Les champignons, selon Pline, étant spongieux et poreux, attirent aisément toute l'infection qui est autour d'eux, en sorte que s'ils sont près des serpens, ils en reçoivent le venin. Les bals, les danses, et autres assemblées de ce genre, attirent aussi les vices et les péchés qui sont en un lieu: les querelles, les jalousies, les moqueries, les folles amours. Et comme ces exercices ouvrent les pores du corps de ceux qui s'y livrent, aussi ouvrent-ils les pores de leur cœur. Au moyen de quoi, si quelque serpent vient souffler à l'oreille une parole de flatterie ou de galanterie, si l'on est surpris du regard séducteur de quelque basilic, les cœurs sont très-faciles à se laisser prendre et empoisonner.

O Philothée! que ces récréations sont ordinairement dangereuses! Elles dissipent l'esprit de dévotion, elles énervent l'ame, elles refroidissent la charité, elles éveillent dans le cœur mille sortes de mauvaises affections. Il faut donc en user avec une extrême prudence.

On dit que c'est surtout après avoir mangé des champignons qu'il est prudent de boire du bon vin. De même je dis qu'après les danses, il faut user de quelques saintes et bonnes considérations, qui empêchent les dangereuses impressions que ce vain plaisir pourrait faire en nos esprits. Mais quelles sont ces considérations? voici celles que je vous conseille.

1. Pendant que vous étiez au bal, plusieurs ames brûloient en enfer pour les péchés commis à la danse, ou à cause de la danse.

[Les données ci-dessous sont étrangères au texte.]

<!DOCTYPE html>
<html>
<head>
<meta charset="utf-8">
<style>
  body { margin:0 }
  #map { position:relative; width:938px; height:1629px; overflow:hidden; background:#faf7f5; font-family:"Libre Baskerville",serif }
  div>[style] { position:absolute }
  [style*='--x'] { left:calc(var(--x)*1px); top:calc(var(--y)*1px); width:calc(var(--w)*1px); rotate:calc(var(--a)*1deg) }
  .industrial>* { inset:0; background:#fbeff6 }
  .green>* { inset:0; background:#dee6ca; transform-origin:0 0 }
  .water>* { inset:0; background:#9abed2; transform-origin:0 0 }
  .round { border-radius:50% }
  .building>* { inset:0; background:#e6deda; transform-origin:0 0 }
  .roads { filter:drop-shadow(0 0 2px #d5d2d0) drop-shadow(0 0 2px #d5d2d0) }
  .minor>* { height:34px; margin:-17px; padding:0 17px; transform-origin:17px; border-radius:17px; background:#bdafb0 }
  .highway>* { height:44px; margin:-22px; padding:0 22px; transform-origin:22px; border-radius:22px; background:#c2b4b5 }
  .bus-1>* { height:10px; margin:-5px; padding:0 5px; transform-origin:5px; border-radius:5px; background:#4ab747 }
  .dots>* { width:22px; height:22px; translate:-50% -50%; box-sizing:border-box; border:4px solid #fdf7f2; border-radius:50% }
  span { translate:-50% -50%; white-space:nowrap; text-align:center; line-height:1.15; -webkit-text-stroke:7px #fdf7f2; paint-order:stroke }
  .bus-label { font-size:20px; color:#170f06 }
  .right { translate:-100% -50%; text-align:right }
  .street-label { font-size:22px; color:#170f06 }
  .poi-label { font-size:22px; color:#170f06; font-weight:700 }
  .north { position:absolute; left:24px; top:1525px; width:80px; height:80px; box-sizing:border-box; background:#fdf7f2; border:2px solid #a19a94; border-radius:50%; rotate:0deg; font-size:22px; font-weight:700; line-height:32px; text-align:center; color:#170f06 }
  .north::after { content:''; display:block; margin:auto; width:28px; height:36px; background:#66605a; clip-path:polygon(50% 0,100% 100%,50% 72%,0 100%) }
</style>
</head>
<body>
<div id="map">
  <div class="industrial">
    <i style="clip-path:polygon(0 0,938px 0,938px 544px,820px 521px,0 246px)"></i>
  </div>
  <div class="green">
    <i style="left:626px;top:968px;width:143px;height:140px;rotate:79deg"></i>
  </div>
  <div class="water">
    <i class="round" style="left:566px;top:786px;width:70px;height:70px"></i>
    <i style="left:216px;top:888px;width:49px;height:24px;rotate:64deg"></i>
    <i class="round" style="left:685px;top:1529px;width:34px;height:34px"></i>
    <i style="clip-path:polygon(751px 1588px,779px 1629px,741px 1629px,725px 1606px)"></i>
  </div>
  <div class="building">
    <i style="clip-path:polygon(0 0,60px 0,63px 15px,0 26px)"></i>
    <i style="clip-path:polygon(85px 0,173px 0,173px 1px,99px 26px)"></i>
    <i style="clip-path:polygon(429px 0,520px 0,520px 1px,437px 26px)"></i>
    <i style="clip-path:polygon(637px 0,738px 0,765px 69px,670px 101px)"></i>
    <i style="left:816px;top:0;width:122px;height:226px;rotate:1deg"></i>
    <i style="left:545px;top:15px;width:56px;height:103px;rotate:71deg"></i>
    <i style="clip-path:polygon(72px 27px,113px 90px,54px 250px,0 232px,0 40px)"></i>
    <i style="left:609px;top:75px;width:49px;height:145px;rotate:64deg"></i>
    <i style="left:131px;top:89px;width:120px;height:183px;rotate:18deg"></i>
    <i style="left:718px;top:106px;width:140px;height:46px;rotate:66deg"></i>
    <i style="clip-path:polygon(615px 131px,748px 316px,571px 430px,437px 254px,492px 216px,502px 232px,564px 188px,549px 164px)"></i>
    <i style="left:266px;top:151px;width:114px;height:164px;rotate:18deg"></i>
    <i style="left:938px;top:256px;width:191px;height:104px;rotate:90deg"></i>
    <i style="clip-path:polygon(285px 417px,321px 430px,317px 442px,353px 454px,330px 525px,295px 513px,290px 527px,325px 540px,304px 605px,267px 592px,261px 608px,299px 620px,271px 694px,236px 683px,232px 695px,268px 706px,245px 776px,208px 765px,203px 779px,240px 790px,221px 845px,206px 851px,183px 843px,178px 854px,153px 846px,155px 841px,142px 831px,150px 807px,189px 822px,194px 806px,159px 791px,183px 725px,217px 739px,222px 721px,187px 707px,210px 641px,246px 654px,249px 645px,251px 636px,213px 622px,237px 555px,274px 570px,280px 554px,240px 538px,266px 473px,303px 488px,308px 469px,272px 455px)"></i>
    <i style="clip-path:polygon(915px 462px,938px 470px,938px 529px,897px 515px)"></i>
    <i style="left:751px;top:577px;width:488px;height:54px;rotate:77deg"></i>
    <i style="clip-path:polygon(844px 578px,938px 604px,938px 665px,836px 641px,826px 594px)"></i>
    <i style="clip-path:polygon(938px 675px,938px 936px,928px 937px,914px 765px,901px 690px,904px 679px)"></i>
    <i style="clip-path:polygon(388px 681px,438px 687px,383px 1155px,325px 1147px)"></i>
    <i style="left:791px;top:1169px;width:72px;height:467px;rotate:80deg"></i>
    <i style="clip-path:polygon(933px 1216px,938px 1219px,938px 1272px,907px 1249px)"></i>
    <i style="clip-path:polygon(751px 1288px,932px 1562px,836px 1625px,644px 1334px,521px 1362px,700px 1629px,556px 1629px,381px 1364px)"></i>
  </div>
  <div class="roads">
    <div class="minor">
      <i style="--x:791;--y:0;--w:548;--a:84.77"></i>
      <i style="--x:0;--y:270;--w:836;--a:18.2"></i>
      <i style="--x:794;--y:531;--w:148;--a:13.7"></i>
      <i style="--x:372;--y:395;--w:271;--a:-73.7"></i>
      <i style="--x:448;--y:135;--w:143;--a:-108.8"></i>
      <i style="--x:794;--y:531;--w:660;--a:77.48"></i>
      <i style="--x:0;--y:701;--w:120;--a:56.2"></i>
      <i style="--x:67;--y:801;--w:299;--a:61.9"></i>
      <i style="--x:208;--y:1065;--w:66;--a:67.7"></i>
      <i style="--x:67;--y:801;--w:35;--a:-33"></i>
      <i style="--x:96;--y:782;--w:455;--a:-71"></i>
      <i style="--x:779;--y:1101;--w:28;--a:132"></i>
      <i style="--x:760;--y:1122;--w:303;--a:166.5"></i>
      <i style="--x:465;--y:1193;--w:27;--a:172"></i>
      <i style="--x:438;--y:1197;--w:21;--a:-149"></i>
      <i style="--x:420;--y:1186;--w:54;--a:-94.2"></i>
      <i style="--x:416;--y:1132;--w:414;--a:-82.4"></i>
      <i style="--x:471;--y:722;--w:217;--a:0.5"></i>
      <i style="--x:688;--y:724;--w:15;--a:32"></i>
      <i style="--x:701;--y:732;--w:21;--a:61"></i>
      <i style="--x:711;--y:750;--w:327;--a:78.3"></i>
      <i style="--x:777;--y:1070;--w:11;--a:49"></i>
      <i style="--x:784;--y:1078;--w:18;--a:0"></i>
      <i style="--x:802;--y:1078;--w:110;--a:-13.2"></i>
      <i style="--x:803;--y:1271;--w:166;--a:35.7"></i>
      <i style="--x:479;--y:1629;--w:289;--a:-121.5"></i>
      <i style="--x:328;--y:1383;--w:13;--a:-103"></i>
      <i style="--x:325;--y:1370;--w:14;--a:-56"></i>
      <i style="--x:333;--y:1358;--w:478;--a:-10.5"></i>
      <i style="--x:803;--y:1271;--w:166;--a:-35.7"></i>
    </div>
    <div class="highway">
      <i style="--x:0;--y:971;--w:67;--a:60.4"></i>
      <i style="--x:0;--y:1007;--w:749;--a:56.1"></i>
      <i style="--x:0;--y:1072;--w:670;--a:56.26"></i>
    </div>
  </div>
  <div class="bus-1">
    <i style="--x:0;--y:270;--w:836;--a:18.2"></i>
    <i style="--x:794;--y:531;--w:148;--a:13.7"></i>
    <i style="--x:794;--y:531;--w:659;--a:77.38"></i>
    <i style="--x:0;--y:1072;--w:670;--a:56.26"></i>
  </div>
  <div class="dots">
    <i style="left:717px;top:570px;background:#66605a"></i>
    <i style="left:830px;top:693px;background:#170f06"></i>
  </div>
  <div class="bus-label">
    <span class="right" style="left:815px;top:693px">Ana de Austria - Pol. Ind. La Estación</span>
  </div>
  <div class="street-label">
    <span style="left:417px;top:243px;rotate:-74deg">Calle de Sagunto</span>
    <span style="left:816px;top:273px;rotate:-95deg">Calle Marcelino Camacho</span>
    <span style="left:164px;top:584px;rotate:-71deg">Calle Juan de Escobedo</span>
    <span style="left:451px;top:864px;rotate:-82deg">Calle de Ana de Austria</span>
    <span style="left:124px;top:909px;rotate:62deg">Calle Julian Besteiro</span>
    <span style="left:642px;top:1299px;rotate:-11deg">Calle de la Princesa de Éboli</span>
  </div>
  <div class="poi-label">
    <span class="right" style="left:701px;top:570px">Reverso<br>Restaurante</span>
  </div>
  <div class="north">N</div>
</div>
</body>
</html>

2. Plusieurs religieux et autres personnes pieuses étoient à la même heure devant Dieu, chantant ses louanges, et contemplant sa beauté. Oh! que leur temps a été bien plus heureusement employé que le vôtre!

3. Tandis que vous avez dansé, plusieurs personnes sont mortes en des angoisses cruelles; mille milliers d'hommes et de femmes en proie à des maladies violentes, ont souffert des douleurs affreuses dans leurs lits, dans les hôpitaux et dans les rues. Hélas! ils n'ont pas eu le moindre repos: n'aurez-vous pas compassion d'eux? et ne pensez-vous pas qu'un jour vous gémirez comme eux, tandis que d'autres danseront comme vous avez fait?

4. Notre-Seigneur, la sainte Vierge, les anges et les saints vous ont vue au bal. Ah! que vous leur avez fait pitié, avec votre cœur amusé de pareilles niaiseries et occupé de telles fadaises!

5. Hélas! tandis que vous étiez là, le temps s'est passé, la mort s'est approchée; déjà elle vous appelle, bientôt l'éternité va commencer pour vous: sera-ce l'éternité des biens, sera-ce l'éternité des peines? votre vie, bonne ou mauvaise, en aura décidé pour toujours.

Telles sont les considérations que vous pouvez faire; mais Dieu vous en suggérera bien d'autres sur le même sujet, si vous avez sa crainte.